Mención especial del concurso Rodolfo Walsh 2007 del Círculo Sindical de Prensa de Córdoba. Publicado
en el Nº21 de la revista Umbrales. Diciembre de 2007.
“Ah, Pocitos…no le dan bola a esta frontera, y eso que es de las más
calientes que hay”, dice el Oreja Castro, mientras acondiciona el acullico de
coca, sentado al lado del Chato Ledesma, mientras aguardan el asado de la
Asociación de Productores de Madrejones, que lucha contra la expulsión de
los campos en los que tiene como vecinos ilustres a los Castedo y a Aparicio.
Es el 21 octubre, apenas un mes después del crimen de Liliana. Los
campesinos convocaron a periodistas y a legisladores provinciales y
nacionales para mostrarle cómo es la zona de Madrejones y dónde están los
portones que bloquean el camino vecinal, que los obliga a casi triplicar la
cantidad de kilómetros necesarios para llegar hasta donde están sus vacas y
cabras. Al regreso habrá una marcha para pedir justicia para Liliana.

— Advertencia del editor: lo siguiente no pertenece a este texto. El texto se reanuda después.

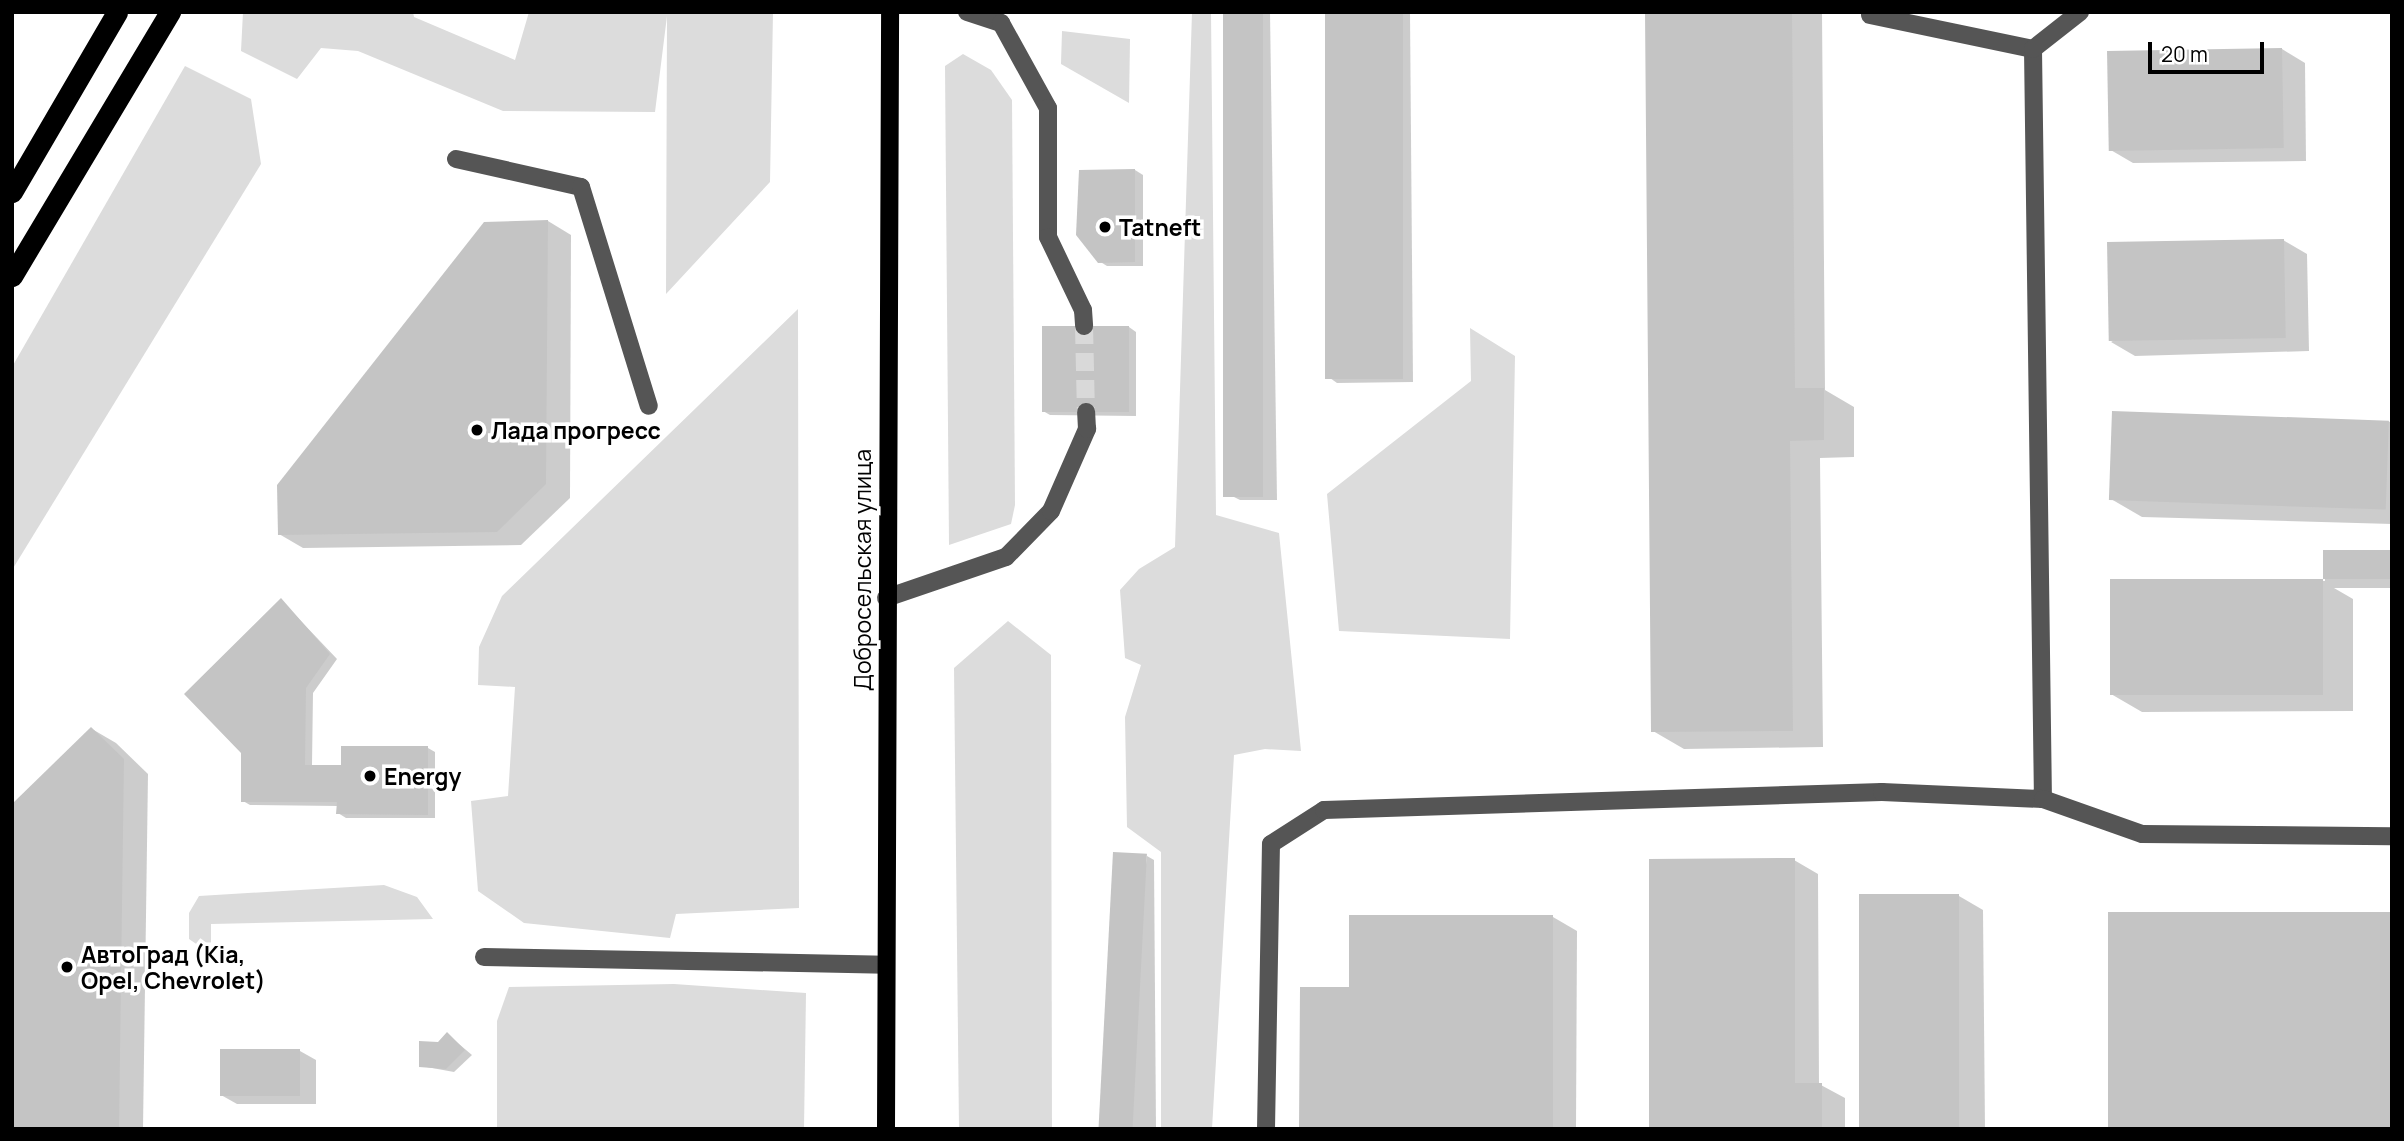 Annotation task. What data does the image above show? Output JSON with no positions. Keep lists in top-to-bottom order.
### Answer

La asociación fue creada en abril de 2006, cuando los puesteros vieron que
a todos les pasaba lo mismo: de pronto estaban empujándolos fuera de
sus tierras, de las que tomaron posesión hace unos 20 o 30 años, según el
caso, cuando eran propiedad del Estado, y al mismo tiempo avanzaban los
desmontes ilegales para sembrar soja y maíz.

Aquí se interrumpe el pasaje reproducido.